临安城外,三十里坡。
这里曾是岳家军的旧营盘,如今已荒草丛生,断壁残垣间,依稀可见当年“冻死不拆屋,饿死不掳掠”的军纪碑文。
施全肃清奸佞的消息传到北境后,凌战天深知,朝堂虽稳,但边关不可一日无防。他上书朝廷,请求在三十里坡重练新军,以固边防。
赵昚准奏,并特许凌战天全权负责。
然而,练兵容易,铸魂难。
新招募的三千新兵,大多是市井无赖、流民乞丐,虽有一身蛮力,却毫无军纪可言。他们聚在一起,便是斗殴赌博;上了校场,便是懒散懈怠。
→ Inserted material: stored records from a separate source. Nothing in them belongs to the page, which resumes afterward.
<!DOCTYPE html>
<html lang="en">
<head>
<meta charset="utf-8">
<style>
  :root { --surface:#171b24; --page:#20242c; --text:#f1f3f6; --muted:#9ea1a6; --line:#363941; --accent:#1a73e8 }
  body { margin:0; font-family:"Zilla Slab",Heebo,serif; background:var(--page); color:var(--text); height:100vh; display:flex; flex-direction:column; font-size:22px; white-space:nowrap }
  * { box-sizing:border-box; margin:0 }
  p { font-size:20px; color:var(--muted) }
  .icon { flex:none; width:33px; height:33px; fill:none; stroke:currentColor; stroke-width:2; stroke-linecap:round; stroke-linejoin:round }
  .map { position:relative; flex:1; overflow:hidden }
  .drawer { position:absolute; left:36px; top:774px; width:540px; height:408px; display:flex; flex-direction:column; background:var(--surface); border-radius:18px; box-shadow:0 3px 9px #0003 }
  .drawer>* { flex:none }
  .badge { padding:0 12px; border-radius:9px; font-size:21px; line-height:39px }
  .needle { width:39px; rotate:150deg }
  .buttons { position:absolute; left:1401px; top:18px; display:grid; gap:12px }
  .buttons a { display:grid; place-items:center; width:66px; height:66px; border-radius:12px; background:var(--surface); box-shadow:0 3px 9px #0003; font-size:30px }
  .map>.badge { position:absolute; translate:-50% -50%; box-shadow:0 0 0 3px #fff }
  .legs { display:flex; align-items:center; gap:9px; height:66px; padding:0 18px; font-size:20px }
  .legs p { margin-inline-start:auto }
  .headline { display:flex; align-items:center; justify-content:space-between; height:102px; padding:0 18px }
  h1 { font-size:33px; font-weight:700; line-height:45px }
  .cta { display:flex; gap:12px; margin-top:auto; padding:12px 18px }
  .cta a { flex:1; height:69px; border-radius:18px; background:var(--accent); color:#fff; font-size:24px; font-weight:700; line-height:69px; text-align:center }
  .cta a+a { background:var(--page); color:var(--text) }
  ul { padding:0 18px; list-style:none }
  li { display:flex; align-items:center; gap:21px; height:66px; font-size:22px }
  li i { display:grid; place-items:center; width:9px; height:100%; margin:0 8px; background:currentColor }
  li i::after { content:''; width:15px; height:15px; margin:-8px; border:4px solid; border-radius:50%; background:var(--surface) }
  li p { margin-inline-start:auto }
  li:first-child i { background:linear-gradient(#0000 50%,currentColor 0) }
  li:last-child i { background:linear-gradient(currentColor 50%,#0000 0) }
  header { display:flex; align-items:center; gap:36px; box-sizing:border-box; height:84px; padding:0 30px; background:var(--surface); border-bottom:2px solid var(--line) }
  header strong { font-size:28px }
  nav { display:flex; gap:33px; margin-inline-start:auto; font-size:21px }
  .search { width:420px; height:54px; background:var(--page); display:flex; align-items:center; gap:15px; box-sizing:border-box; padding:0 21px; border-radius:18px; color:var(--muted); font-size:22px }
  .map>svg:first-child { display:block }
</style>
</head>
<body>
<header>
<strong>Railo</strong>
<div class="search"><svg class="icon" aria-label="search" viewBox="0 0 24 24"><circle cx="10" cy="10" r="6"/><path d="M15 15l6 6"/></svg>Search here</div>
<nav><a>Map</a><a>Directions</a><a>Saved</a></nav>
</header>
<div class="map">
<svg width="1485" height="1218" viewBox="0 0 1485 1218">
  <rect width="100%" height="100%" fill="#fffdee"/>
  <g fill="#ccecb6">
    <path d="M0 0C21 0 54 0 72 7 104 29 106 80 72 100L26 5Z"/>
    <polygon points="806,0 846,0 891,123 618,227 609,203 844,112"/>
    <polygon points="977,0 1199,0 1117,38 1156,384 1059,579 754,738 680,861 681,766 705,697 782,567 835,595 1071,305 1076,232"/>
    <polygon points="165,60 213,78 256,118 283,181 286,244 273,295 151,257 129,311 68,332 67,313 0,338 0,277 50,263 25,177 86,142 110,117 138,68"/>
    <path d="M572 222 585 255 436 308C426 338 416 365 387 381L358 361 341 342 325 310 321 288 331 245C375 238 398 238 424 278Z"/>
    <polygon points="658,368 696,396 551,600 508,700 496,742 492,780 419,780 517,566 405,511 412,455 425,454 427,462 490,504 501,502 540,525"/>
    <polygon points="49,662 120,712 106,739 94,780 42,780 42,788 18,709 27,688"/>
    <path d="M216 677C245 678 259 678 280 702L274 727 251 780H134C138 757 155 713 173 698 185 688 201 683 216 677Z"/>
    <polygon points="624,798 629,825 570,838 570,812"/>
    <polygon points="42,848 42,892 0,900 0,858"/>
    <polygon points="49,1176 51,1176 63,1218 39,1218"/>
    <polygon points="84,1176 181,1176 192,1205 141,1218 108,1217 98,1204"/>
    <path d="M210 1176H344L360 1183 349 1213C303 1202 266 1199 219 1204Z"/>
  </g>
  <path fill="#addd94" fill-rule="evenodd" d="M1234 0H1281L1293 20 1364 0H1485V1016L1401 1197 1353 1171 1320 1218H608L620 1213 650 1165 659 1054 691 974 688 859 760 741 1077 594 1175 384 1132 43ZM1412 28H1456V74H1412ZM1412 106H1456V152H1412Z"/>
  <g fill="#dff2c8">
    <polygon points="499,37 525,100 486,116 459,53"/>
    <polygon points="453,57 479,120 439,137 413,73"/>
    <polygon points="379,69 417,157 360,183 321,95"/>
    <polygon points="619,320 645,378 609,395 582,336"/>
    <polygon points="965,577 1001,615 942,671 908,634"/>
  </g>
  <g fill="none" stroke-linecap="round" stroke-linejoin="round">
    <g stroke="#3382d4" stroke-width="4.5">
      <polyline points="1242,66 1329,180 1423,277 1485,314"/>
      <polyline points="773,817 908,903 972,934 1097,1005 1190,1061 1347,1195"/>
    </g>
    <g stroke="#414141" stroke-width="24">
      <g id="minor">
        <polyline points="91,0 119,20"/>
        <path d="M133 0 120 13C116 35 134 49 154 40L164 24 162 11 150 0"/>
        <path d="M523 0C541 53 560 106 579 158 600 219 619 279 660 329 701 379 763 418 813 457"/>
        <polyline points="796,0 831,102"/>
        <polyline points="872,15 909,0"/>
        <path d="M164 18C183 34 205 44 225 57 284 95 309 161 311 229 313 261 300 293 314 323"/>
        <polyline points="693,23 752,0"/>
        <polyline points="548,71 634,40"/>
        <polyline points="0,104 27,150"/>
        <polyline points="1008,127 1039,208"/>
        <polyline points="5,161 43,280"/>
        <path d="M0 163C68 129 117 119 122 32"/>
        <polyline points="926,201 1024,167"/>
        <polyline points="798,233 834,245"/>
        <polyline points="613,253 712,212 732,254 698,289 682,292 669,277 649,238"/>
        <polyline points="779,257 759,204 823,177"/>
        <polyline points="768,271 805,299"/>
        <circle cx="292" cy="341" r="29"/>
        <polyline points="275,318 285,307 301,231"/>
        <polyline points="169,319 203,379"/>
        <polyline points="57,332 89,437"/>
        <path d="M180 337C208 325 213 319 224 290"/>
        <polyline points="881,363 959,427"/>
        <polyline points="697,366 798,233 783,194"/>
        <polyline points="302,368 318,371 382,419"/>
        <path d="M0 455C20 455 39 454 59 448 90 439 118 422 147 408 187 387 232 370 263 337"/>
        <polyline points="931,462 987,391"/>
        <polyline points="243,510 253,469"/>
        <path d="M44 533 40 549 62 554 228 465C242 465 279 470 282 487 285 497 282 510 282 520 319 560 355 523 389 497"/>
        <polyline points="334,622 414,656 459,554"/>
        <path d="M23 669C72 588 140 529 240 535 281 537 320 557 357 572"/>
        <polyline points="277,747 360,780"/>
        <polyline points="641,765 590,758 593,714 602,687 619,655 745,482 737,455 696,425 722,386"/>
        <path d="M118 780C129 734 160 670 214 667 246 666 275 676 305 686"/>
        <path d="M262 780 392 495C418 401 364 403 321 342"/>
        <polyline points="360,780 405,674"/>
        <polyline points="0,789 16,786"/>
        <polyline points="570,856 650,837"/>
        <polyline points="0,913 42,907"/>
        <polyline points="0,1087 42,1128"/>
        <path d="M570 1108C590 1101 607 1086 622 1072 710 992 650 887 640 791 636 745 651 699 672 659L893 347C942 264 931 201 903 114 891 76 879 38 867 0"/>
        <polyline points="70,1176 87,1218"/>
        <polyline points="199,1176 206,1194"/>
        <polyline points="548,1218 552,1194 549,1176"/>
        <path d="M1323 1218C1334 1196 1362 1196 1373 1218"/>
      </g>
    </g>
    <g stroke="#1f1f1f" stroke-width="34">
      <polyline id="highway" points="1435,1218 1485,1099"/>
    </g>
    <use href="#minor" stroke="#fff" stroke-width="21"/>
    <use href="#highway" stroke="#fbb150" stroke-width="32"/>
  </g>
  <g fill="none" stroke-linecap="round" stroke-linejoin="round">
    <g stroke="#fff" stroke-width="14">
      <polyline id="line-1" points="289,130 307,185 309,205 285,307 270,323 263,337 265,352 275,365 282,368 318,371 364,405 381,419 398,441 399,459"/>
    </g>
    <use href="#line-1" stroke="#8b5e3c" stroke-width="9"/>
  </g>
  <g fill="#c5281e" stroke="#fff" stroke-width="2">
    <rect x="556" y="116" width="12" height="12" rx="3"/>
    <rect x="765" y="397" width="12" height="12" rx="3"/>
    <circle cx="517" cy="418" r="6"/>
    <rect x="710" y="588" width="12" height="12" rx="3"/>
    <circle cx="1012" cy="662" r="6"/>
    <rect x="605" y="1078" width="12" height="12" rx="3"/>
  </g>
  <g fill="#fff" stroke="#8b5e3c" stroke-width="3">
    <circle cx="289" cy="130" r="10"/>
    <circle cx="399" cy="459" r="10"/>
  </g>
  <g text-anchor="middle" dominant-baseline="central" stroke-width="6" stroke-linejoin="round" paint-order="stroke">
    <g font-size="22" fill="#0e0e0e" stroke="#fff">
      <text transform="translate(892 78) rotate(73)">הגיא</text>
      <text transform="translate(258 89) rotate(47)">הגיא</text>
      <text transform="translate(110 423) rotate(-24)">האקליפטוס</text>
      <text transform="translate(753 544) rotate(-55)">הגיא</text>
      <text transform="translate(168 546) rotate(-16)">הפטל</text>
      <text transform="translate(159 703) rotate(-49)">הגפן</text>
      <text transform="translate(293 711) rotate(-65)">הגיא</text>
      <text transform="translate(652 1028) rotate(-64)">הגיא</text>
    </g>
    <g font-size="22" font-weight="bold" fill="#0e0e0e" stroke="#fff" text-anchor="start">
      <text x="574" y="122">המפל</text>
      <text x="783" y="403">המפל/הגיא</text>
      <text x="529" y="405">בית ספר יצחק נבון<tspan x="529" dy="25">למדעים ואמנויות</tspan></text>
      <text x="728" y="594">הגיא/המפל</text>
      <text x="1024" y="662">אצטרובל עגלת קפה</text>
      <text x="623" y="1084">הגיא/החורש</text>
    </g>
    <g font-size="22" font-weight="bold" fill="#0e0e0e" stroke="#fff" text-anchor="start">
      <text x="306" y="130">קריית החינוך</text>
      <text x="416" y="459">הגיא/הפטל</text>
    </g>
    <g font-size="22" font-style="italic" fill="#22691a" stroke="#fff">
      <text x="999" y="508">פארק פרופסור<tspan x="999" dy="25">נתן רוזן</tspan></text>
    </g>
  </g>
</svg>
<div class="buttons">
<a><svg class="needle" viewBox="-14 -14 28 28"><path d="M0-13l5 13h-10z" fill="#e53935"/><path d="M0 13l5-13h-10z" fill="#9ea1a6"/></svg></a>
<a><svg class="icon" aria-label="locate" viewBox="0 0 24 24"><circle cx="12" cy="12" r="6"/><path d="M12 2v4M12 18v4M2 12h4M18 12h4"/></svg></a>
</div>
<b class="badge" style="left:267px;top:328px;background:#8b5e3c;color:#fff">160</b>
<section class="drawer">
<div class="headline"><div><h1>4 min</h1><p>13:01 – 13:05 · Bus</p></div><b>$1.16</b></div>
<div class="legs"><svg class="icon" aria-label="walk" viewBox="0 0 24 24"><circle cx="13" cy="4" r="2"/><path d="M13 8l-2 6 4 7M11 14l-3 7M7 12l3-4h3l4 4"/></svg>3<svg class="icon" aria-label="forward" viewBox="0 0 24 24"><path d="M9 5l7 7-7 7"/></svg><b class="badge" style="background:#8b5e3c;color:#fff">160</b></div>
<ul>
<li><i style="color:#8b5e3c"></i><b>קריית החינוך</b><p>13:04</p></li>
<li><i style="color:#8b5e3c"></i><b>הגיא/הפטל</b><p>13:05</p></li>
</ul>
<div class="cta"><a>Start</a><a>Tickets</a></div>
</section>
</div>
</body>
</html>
“这哪里是兵,分明是一群乌合之众!”副将李牧看着校场上乱哄哄的景象,气得直跺脚。
凌战天站在高台上,眉头紧锁。
他知道,要练出一支铁军,光靠严刑峻法是不够的,必须要有军魂。
就在这时,一个苍老却洪亮的声音,从校场外传来。
“一群没卵蛋的软蛋!也配叫大宋的兵?”
众人循声望去,只见一个身材魁梧、须发皆白的老者,拄着一根铁杖,大步走来。他虽然年过六旬,但精神矍铄,目光如电,身上散发着一股久经沙场的煞气。
“牛……牛将军?”李牧瞪大了眼睛,不敢置信。
来人正是牛皋,岳家军的老将,凌战天的义兄。
牛皋走到校场中央,看着那些懒散的新兵,冷哼一声。
“你们这群兔崽子,知道什么是兵吗?”
新兵们面面相觑,没人敢吭声。
“兵,是保家卫国的盾!是杀敌报国的刀!”牛皋猛地一挥铁杖,指着校场边的一块巨石,“看到那块石头了吗?那就是你们的敌人!你们要是连块石头都打不过,还怎么去北境杀蛮子?”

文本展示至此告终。